UNC’s Memorial Hall, Chapel Hill

The Garden of Earthly Delights, a Carolina Performing Arts co-commission from Compagnie Marie Chouinard, is beautiful, surreal, and exhilarating. Inspired by painter Hieronymus Bosch’s provocative sixteenth-century masterpiece of the same name, Canadian choreographer Marie Chouinard created the work to mark the five-hundredth anniversary of the artist’s death. CPA has a longstanding relationship with the company, previously co-commissioning works including Gymnopédies and Orpheus et Eurydice.
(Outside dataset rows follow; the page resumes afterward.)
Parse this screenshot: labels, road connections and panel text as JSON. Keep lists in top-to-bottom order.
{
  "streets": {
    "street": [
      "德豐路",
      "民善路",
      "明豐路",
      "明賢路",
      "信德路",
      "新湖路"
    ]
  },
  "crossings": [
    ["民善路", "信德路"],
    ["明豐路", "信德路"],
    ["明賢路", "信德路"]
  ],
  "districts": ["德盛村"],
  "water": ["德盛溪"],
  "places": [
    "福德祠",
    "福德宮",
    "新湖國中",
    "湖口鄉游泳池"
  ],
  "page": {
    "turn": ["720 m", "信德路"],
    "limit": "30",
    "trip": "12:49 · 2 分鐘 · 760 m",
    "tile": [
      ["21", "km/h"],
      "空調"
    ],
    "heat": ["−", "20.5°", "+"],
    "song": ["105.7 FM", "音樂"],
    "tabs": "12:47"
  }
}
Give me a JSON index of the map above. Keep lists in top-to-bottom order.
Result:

Bosch’s triptych is fascinating, mysterious, delightful, and terrifying. Its three panels reveal the bliss of the biblical Adam and Eve with God in paradise, the naked excitement of human and animal pleasure in the garden of delights, and the hell lustful souls will inhabit as their eternal reward. Chouinard’s choreography is also in three parts: “The Garden of Delights,” “Hell,” and “Paradise.” The production begins in quiet darkness. The triptych, projected onto a large backdrop, is closed at first. We see a flat Earth in a clear sphere that, as art historian Ludwig von Baldass pointed out, is devoid of humans or animals, depicting, perhaps, the third day of biblical creation. When the panels open, Act One begins, and we see Bosch’s painting as two dancers, both topless and wearing flesh-colored thongs, begin a graceful dance.
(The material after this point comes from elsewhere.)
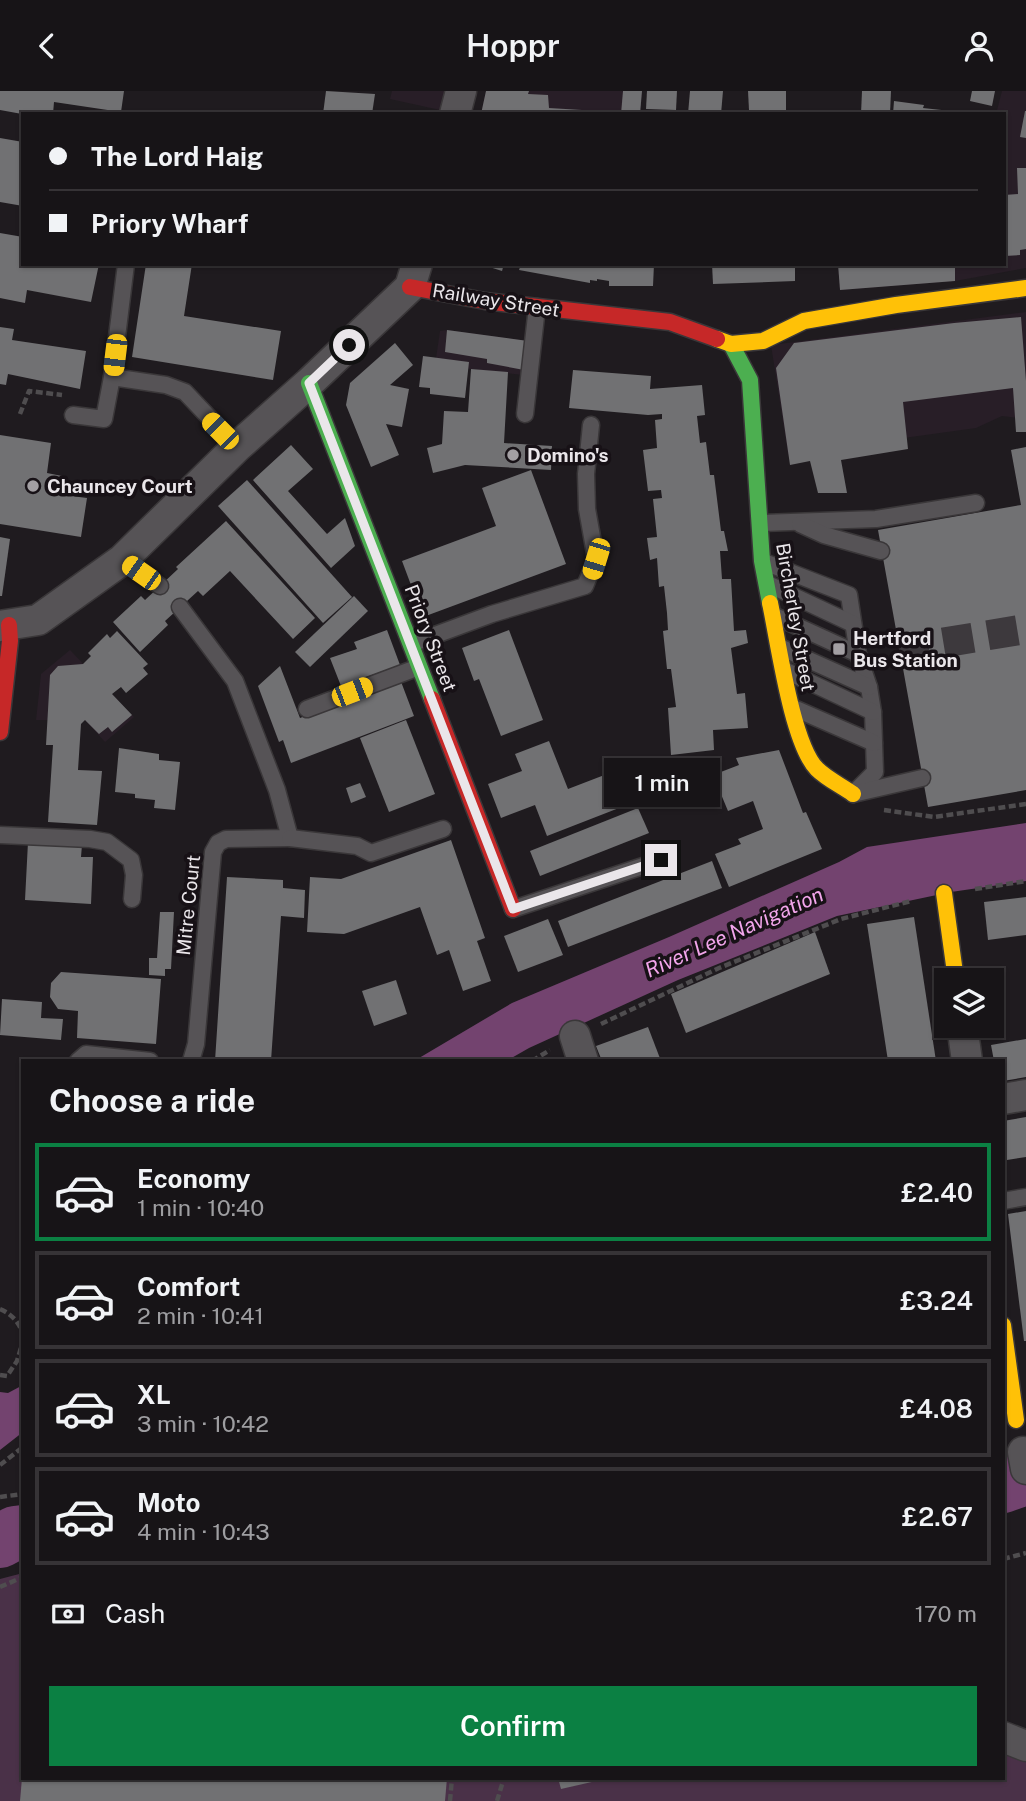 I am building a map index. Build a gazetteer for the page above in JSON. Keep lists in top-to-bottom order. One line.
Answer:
{"streets":{"street":["Railway Street","Bircherley Street","Priory Street"],"lane":["Mitre Court"]},"crossings":[["Railway Street","Bircherley Street"],["Railway Street","Priory Street"]],"water":["River Lee Navigation"],"places":{"other":["Domino's","Chauncey Court"],"transit":["Hertford Bus Station"]},"page":{"header":"Hoppr","banner":["The Lord Haig","Priory Wharf"],"bubble":"1 min","heading":"Choose a ride","list":[{"name":"Economy","note":"1 min · 10:40","value":"£2.40"},{"name":"Comfort","note":"2 min · 10:41","value":"£3.24"},{"name":"XL","note":"3 min · 10:42","value":"£4.08"},{"name":"Moto","note":"4 min · 10:43","value":"£2.67"}],"pay":["Cash","170 m"],"buttons":"Confirm"}}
On each side of the stage, images are projected onto circular panels that reveal details of Bosch’s monumental painting. (Throughout the performance, the images change and correspond with the dancers’ movements.) The stage is bright and swells with more dancers, their arms reaching and undulating. At some points, they mirror one another’s movements; at others, they are fiercely independent. Movement becomes less graceful and tumbles into the grotesque with jerky gestures. Then, there is levity again: playful configurations and humorous, capricious leaping. There is also a clear domed structure the dancers carry in on their backs. At the end of the act, they enter the dome, mimicking the bodies entering a large egg in a detail from Bosch’s center panel. The soundtrack is atmospheric, with celestial vocalizing and the bright sounds of birdsong. Then, the stage falls dark, and Act Two is set to begin. 
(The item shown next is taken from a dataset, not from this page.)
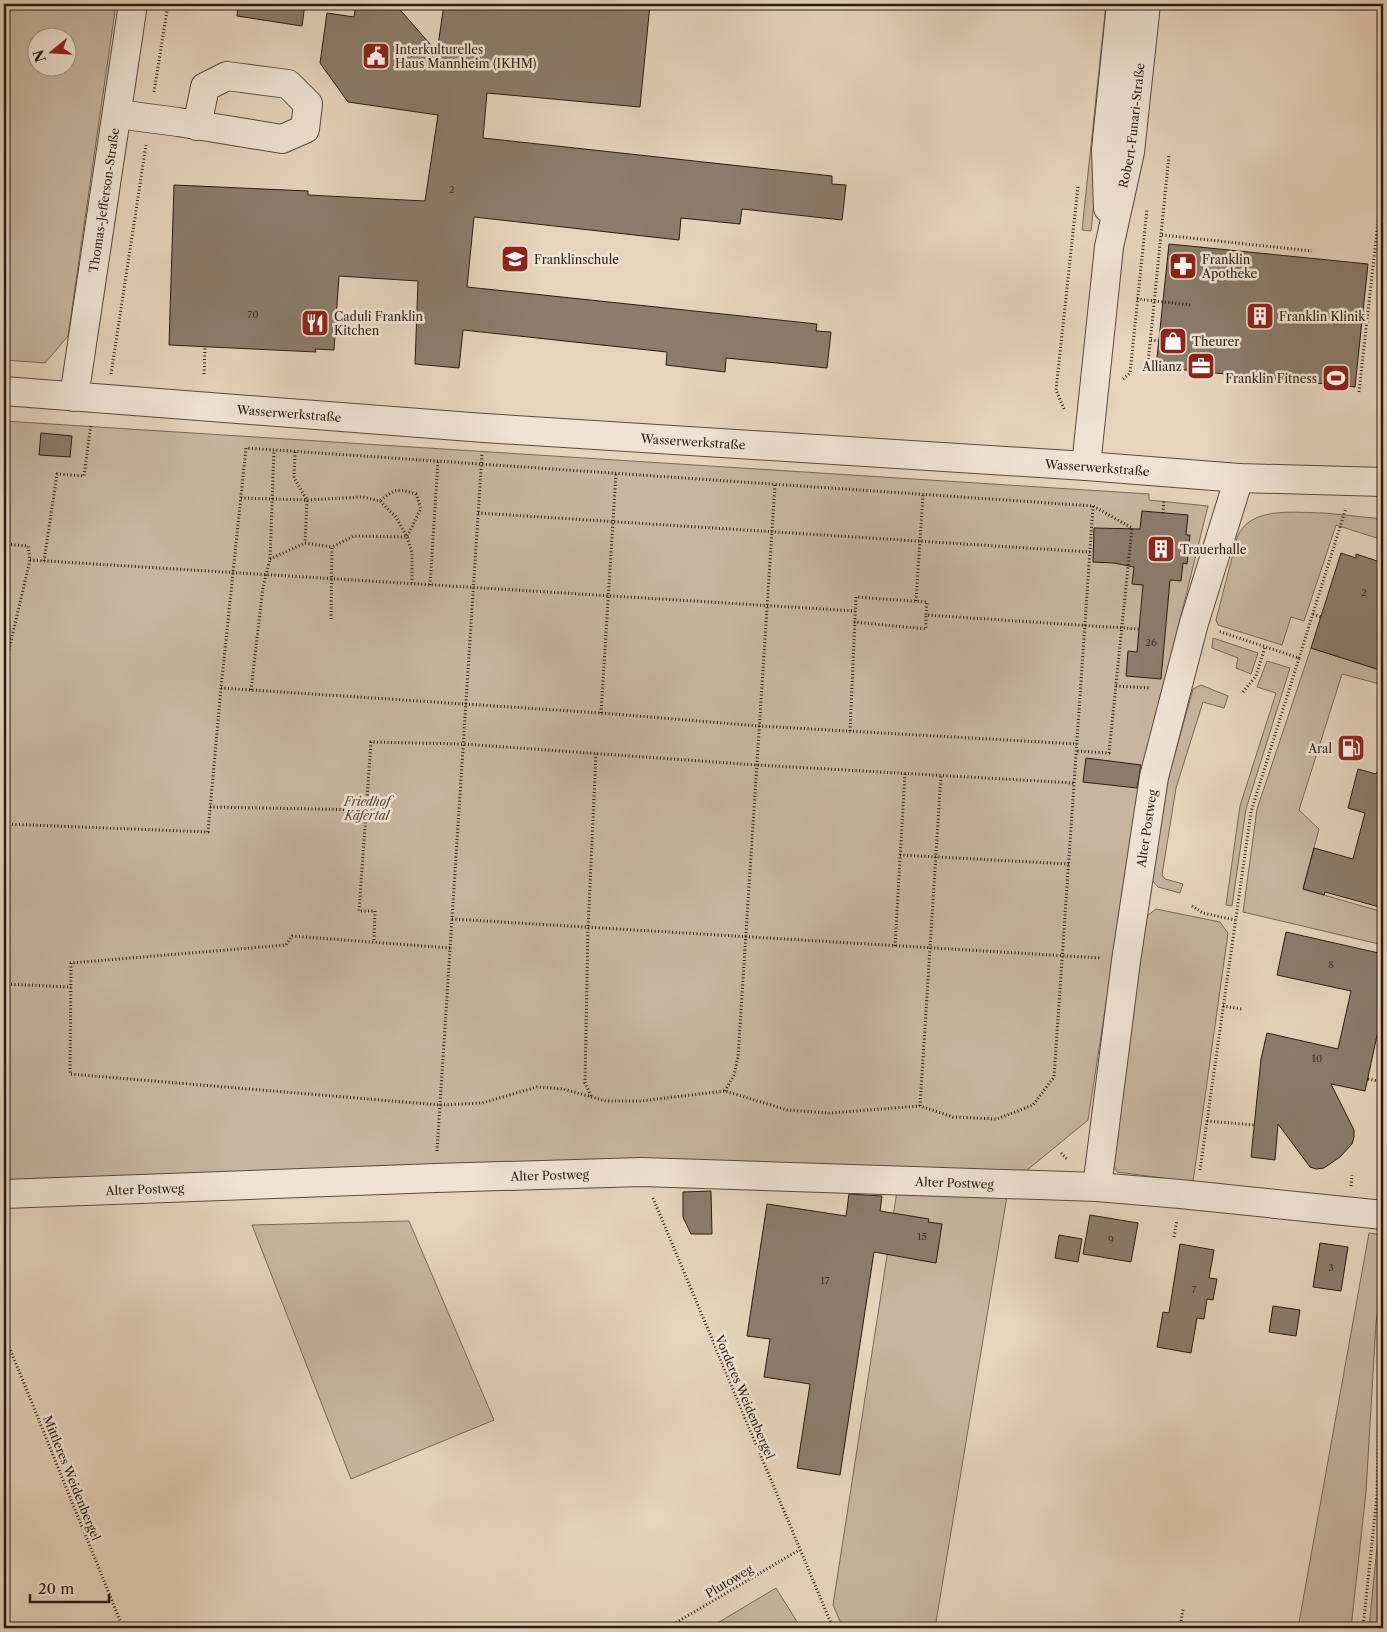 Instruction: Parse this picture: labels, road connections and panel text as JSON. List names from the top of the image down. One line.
{"streets":{"street":["Robert-Funari-Straße","Thomas-Jefferson-Straße","Wasserwerkstraße","Alter Postweg"],"path":["Vorderes Weidenbergel","Mittleres Weidenbergel","Plutoweg"]},"crossings":[["Robert-Funari-Straße","Wasserwerkstraße"],["Thomas-Jefferson-Straße","Wasserwerkstraße"],["Wasserwerkstraße","Alter Postweg"],["Alter Postweg","Vorderes Weidenbergel"],["Vorderes Weidenbergel","Plutoweg"]],"parks":["Friedhof Käfertal"],"places":{"public building":["Interkulturelles Haus Mannheim (IKHM)"],"school or university":["Franklinschule"],"pharmacy":["Franklin Apotheke"],"building":["Franklin Klinik","Trauerhalle"],"restaurant":["Caduli Franklin Kitchen"],"shop":["Theurer"],"office":["Allianz"],"sports":["Franklin Fitness"],"fuel station":["Aral"]},"house_numbers":["2","70","2","26","8","10","15","9","3","17","7"],"scale_bar":"20 m","north":"left"}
Act Two takes us to Hell. The stage is dark, and a single performer vocalizes guttural, animal-like sounds into a microphone on top of metal cans. Soon, she is joined by a host of other characters, and chaos ensues. There’s a woman in a long blond wig climbing a ladder, only to slide down and begin climbing up again and again and again. There’s a woman with two bassoons affixed to her arms, transformed into a bizarre human-instrument hybrid. There are screams, crashing sounds, and disordered, desperate movement.  A man and a woman repeatedly engage in simulated sex, and it’s unclear if it’s consensual. The soundtrack is full of tension and distress.

Darkness beckons Act Three. In Bosch’s right panel, Adam and Eve are in the original garden with God. Chouinard plays with our expectations about gender and divinity throughout this act. The first three performers on stage mirror Bosch’s panel, but they exchange genders—a female dancer is Adam, seated with extended legs to the left of God, who is also a woman. A male dancer becomes Eve, kneeling to God’s right, with her right arm extended. God’s left hand is making a sign of blessing, and her right hand rests on Eve’s right wrist. This configuration is repeated by other performers—some men become God, some women are Eve, and so on. Many dancers don God’s robe. This movement grows graceful again, the stage bright, and there is lovely vocalizing and the sounds of birds and running water.

Chouinard’s choreography is arresting and inspired; it is playful and grotesque. Her decision to move from the painting’s center panel to the far-right panel and end with the glorious scene portrayed in the far-left panel is apt for our contemporary moment. The final panel offers a new beginning that eschews strict gender categories and expectations, inviting us to embrace a new Earth and imagine something else after the horror and chaos of hell.